## REQUIREMENT
Could you output the complete listing given below exactly?

## DATASET EXTRACT
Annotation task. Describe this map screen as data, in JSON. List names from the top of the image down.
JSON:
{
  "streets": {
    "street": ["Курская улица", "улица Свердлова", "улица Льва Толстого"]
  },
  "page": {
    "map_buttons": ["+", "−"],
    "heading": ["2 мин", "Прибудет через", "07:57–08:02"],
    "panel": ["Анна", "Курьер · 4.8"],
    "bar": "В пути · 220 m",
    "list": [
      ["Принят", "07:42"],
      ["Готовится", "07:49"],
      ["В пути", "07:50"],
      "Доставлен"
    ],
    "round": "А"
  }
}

## RESULT FOR THIS EXERCISE
Annotation task. Describe this map screen as data, in JSON. List names from the top of the image down.
JSON:
{
  "streets": {
    "street": ["Курская улица", "улица Свердлова", "улица Льва Толстого"]
  },
  "page": {
    "map_buttons": ["+", "−"],
    "heading": ["2 мин", "Прибудет через", "07:57–08:02"],
    "panel": ["Анна", "Курьер · 4.8"],
    "bar": "В пути · 220 m",
    "list": [
      ["Принят", "07:42"],
      ["Готовится", "07:49"],
      ["В пути", "07:50"],
      "Доставлен"
    ],
    "round": "А"
  }
}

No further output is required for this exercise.